WHAT IS BEING ASKED
Anywhere the string "reading" shows up in the listing below, copy the line it is in.

THE INPUT
- - - - -

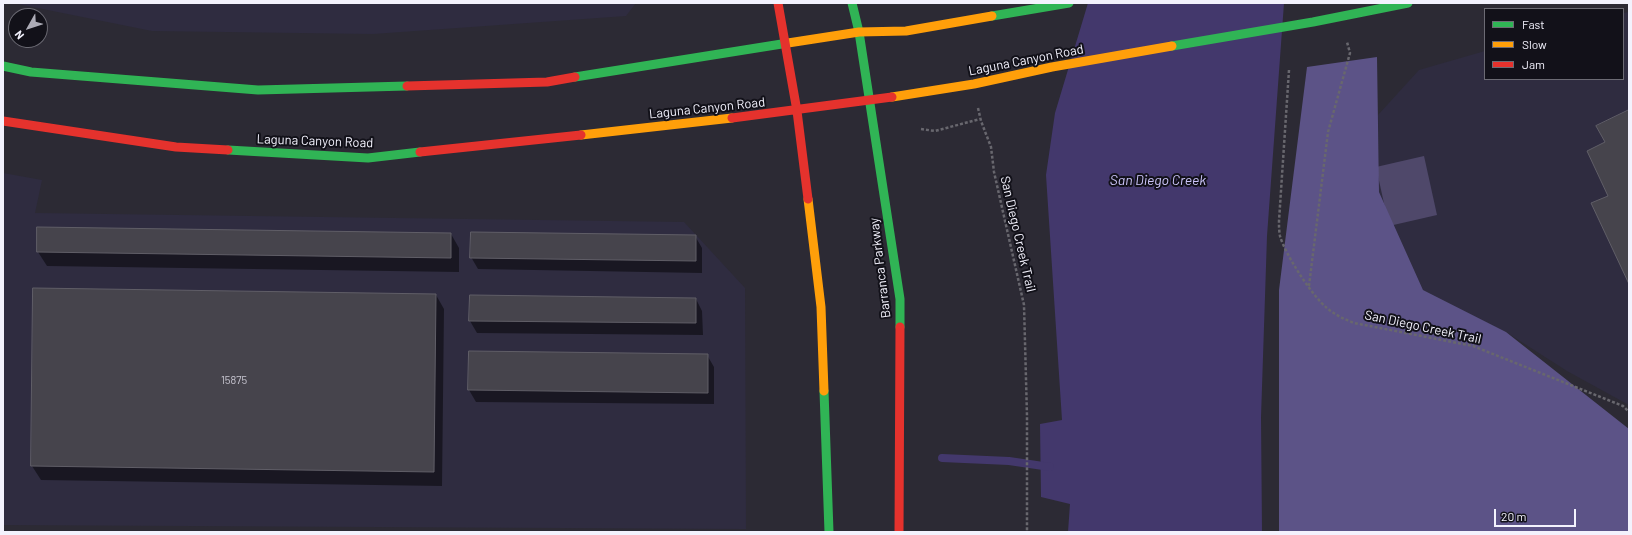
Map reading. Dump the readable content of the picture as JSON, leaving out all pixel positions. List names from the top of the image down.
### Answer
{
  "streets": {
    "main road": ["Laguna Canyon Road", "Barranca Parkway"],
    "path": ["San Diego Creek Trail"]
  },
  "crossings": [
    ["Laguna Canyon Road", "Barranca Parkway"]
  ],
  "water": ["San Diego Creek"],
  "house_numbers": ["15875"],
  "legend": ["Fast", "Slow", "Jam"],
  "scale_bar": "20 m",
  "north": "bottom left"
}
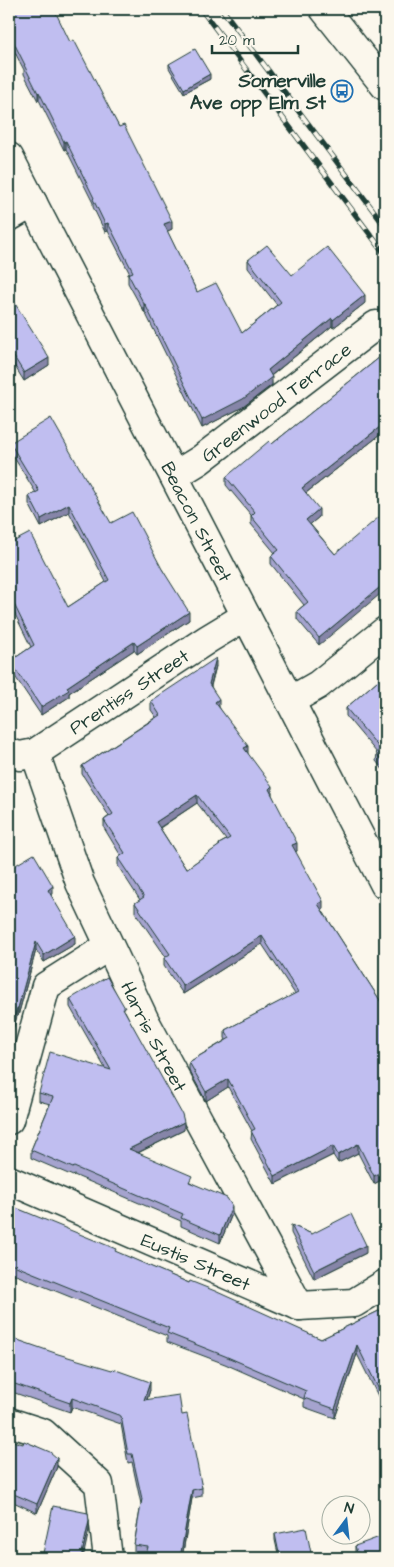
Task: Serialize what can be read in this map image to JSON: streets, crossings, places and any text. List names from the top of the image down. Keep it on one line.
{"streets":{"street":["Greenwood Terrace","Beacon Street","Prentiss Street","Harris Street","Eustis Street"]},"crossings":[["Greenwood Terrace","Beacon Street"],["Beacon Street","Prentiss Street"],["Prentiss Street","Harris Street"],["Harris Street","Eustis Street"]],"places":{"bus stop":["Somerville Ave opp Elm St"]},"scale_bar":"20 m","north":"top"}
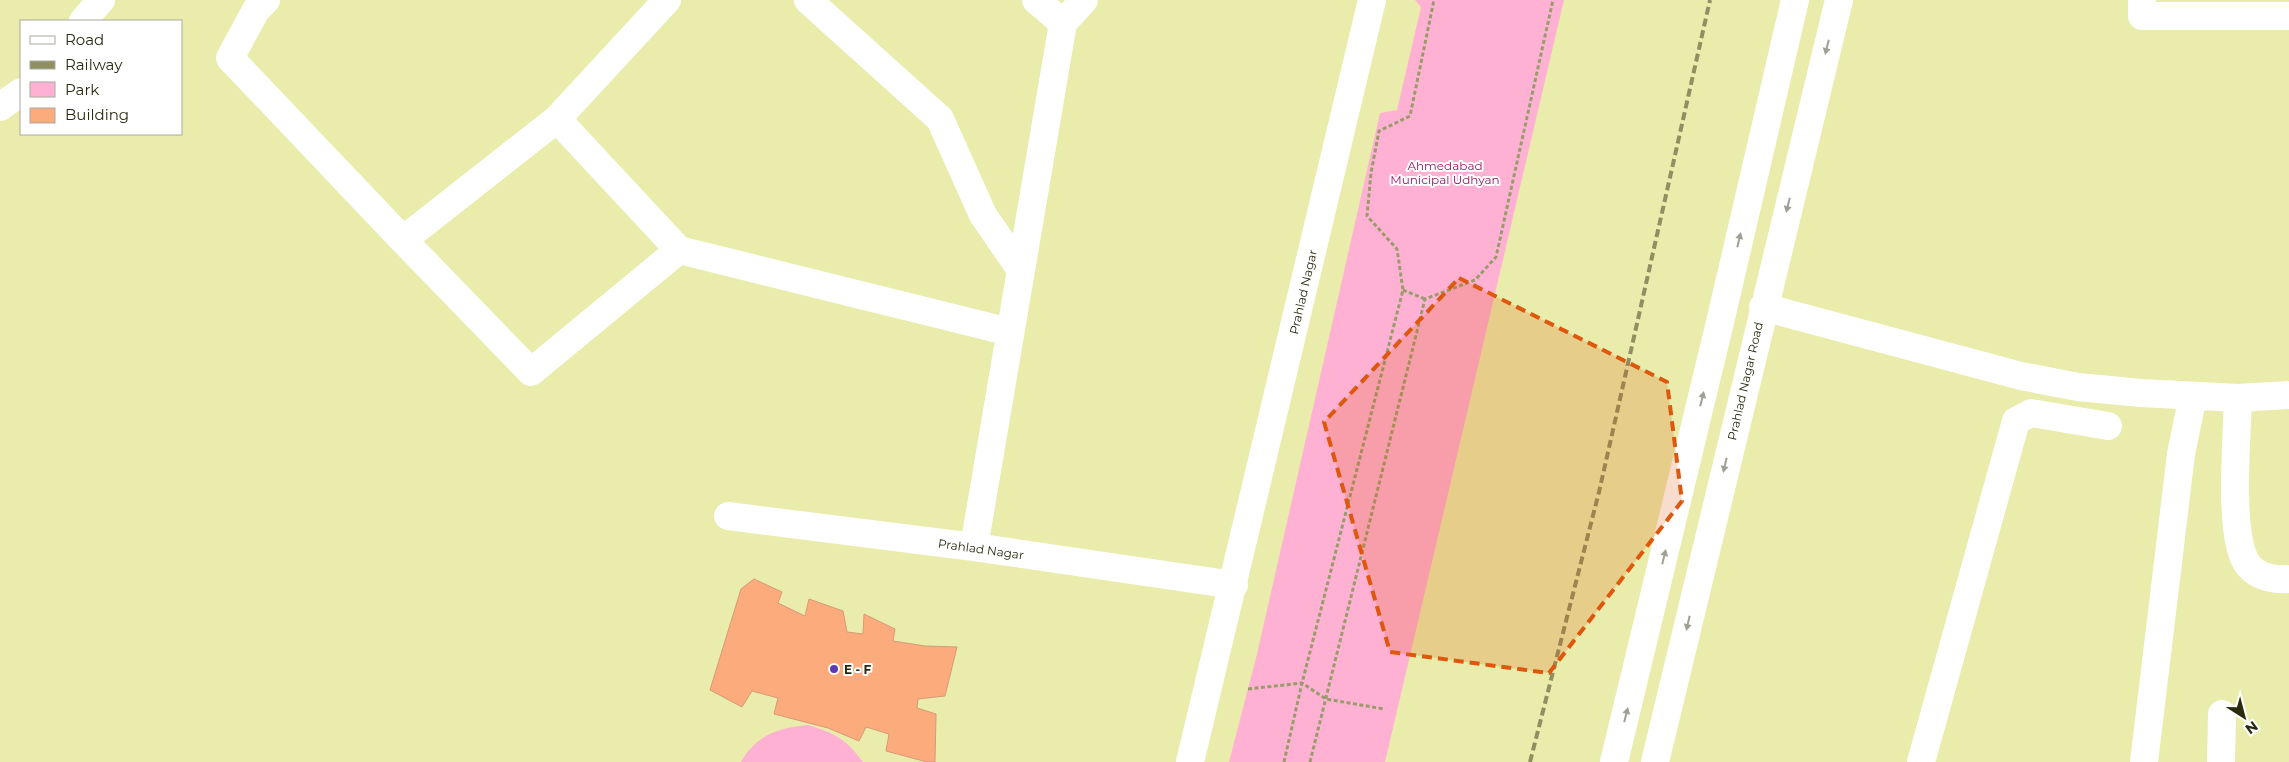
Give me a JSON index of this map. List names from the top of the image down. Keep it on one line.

- - - - -

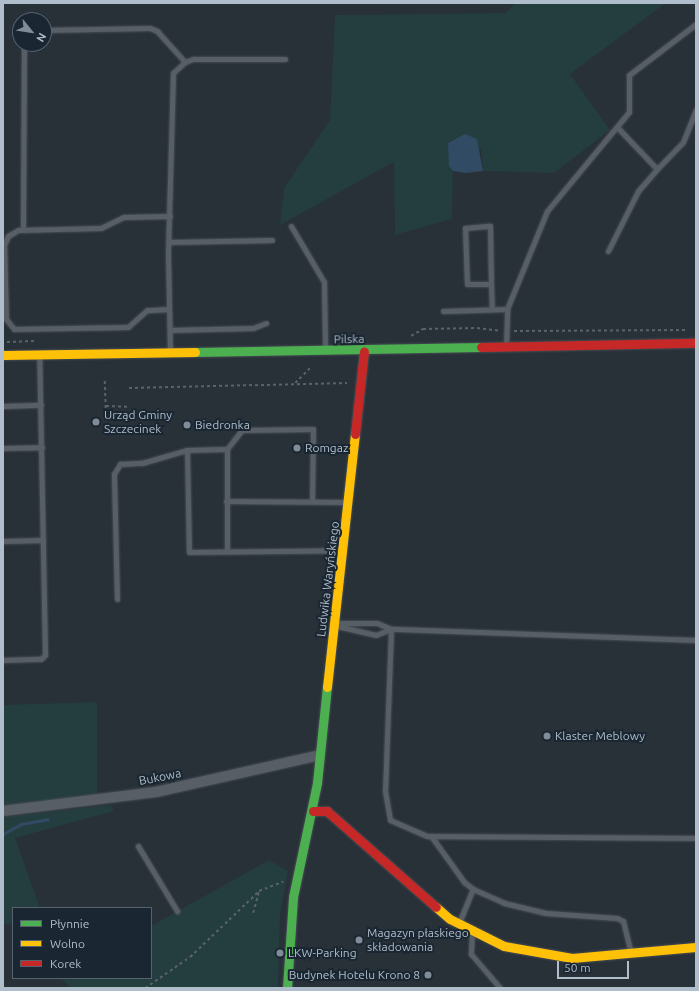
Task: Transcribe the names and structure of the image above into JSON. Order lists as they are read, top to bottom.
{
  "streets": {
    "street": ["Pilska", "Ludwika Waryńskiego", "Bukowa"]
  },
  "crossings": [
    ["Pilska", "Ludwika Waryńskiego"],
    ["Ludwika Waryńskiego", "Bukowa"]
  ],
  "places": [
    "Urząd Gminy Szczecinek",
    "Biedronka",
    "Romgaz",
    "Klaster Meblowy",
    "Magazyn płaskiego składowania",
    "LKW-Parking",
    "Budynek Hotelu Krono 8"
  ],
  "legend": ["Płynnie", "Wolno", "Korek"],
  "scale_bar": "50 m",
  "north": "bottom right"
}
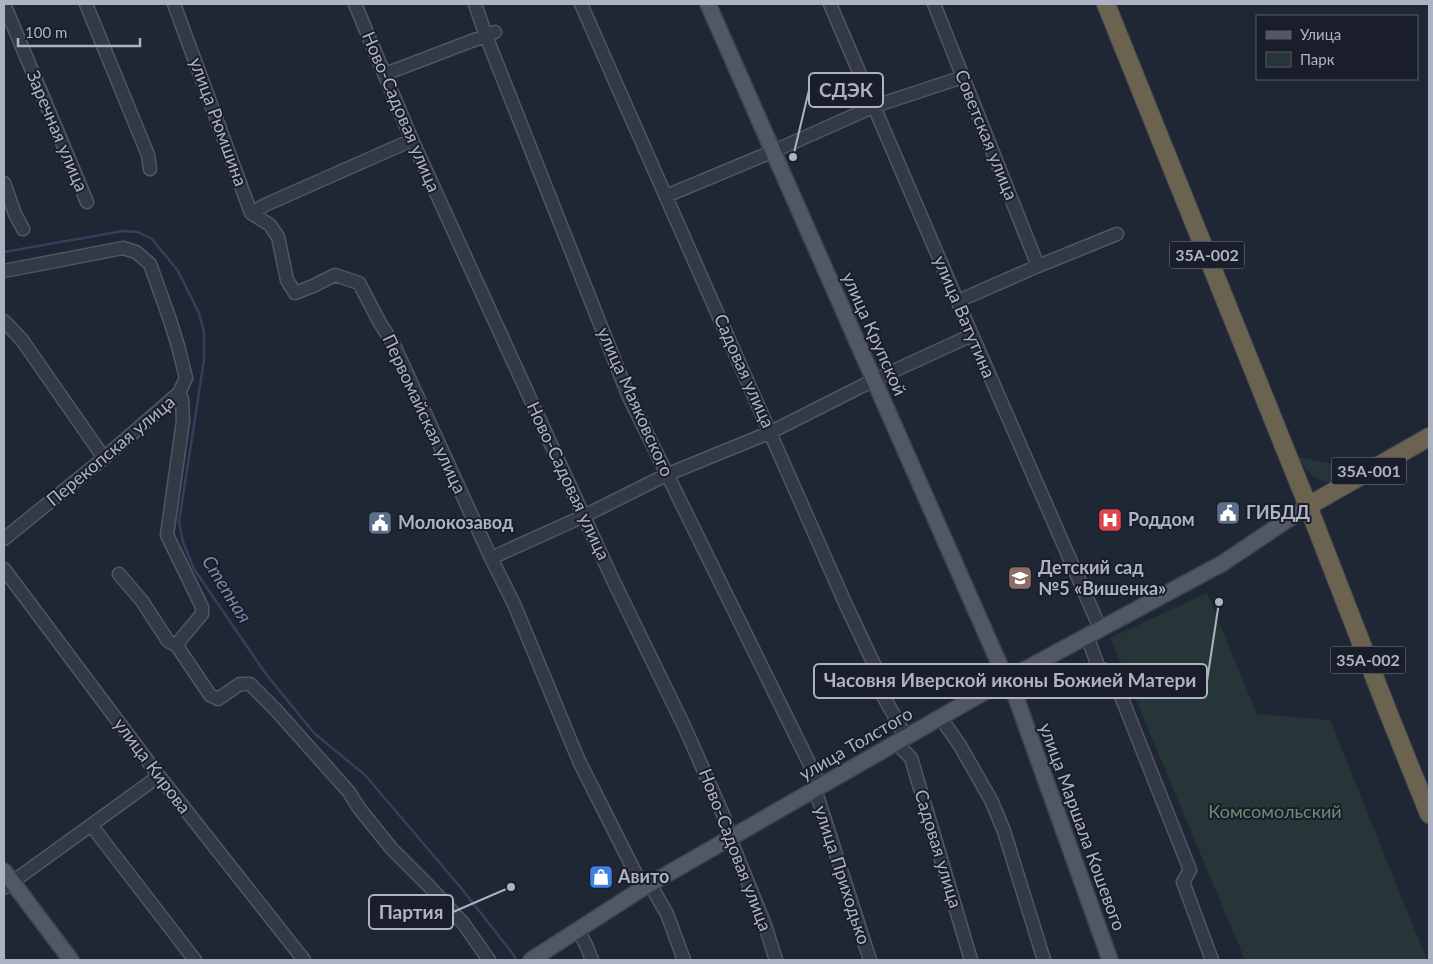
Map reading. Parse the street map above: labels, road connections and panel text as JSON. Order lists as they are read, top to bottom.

- - - - -

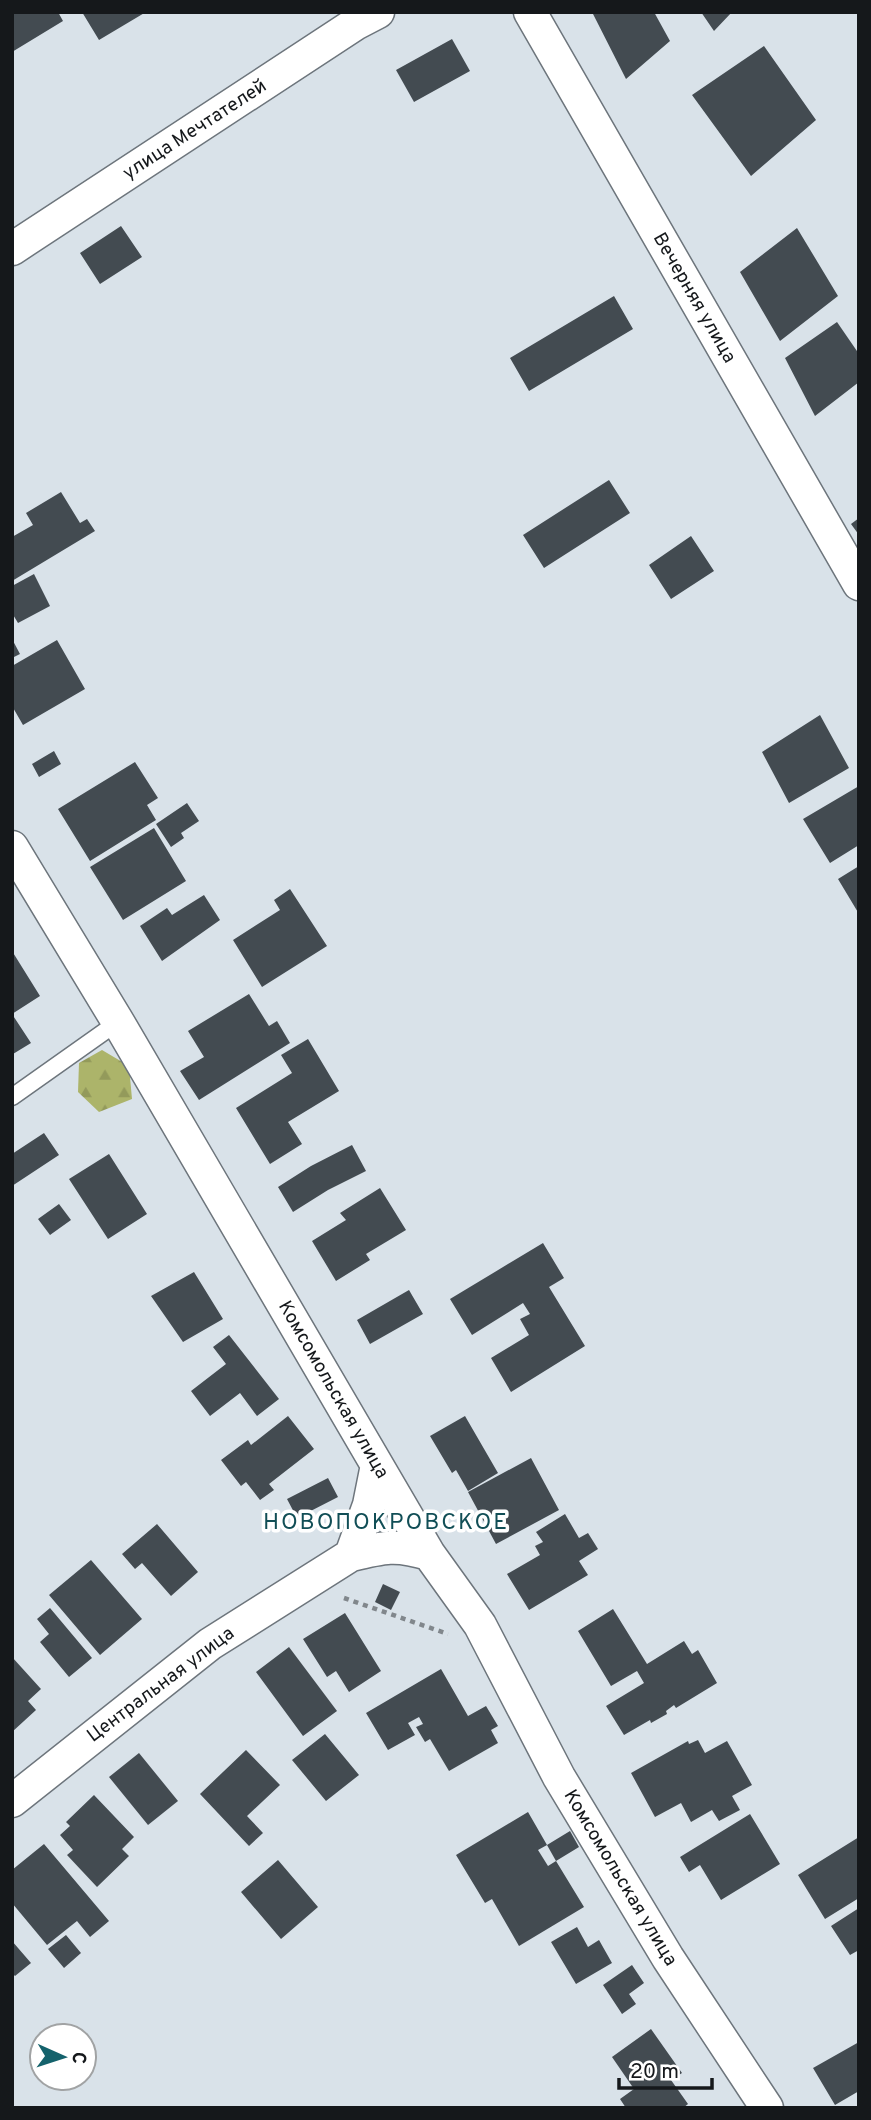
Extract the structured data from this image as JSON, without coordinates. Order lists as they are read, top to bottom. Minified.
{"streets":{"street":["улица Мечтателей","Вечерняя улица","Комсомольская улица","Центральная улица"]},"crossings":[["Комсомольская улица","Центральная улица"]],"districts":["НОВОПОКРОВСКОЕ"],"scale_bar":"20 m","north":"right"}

- - - - -

OUTPUT BELOW
Map reading. Dump the readable content of the picture as JSON, leaving out all pixel positions. List names from the top of the image down.
Map reading. Parse the street map above: labels, road connections and panel text as JSON. Order lists as they are read, top to bottom.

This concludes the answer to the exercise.